But we still have to eat — and you should be eating organic.
So, we must be kind to ourselves. Kind is advocating for yourself. Kind is saving a good chunk from every check for a rainy day. Kind is having a side hustle that makes you just as much money as your job does. Kind is investing, not just in the stock market, but in yourself. In education and tools and systems that will make your life easier and better.
Think a housekeeper or a laundry service would free up some valuable time for you to devote to your business? If you can afford it, don’t hesitate to get it. We must be strategic in how we live in order to live well.
Think you should always keep your LinkedIn profile fresh with frequent posts on your accolades, achievements and commentary demonstrating your skill and expertise in your chosen field? You’re absolutely right. If you stay ready, you won’t have to get ready.
Think you’re devoting too much time and energy to other people and not enough to yourself? If you think that, you’ve been devoting too little energy to your own needs for a while now. Ignore the commentary that’s coming on how you’re selfish. Be selfish.
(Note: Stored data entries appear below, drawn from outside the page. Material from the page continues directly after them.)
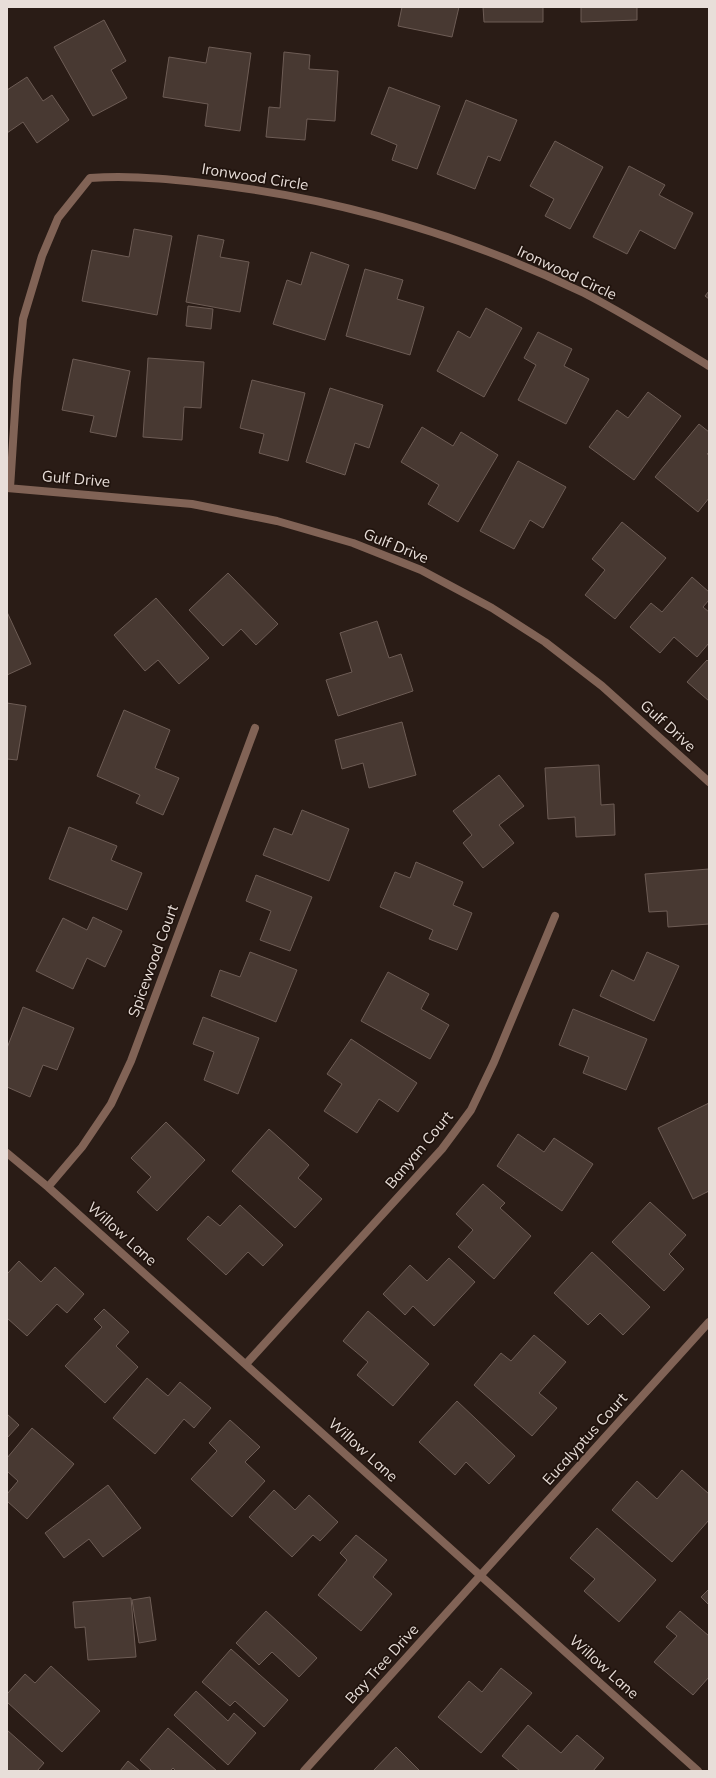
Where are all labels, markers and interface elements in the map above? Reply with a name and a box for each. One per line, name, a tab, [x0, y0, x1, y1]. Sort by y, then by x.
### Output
street label: Ironwood Circle	[200, 159, 310, 194]
street label: Ironwood Circle	[514, 241, 620, 304]
street label: Gulf Drive	[41, 466, 111, 491]
street label: Gulf Drive	[361, 524, 431, 567]
street label: Gulf Drive	[637, 696, 700, 756]
street label: Spicewood Court	[123, 902, 182, 1020]
street label: Banyan Court	[381, 1107, 457, 1192]
street label: Willow Lane	[84, 1197, 161, 1270]
street label: Eucalyptus Court	[538, 1389, 631, 1489]
street label: Willow Lane	[325, 1413, 402, 1486]
street label: Bay Tree Drive	[341, 1620, 422, 1707]
street label: Willow Lane	[566, 1630, 643, 1703]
You were not born to be of service to everyone except yourself. Whether you can carry the load or not, you weren’t born, as Zora Neale Hurston famously said, to be the mule of the world.
You have to take good care of yourself — especially if you have children.
I don’t have any, but I know I deserved a mother who was not stressed out and mean because she had concerns over money.
I know it is important to be of service to others. That’s actually a part of my version of a life well lived. But being selfish can be a good thing. It can mean the difference between pain and suffering, and being okay in a world where we can’t even go to work and work without nonsense.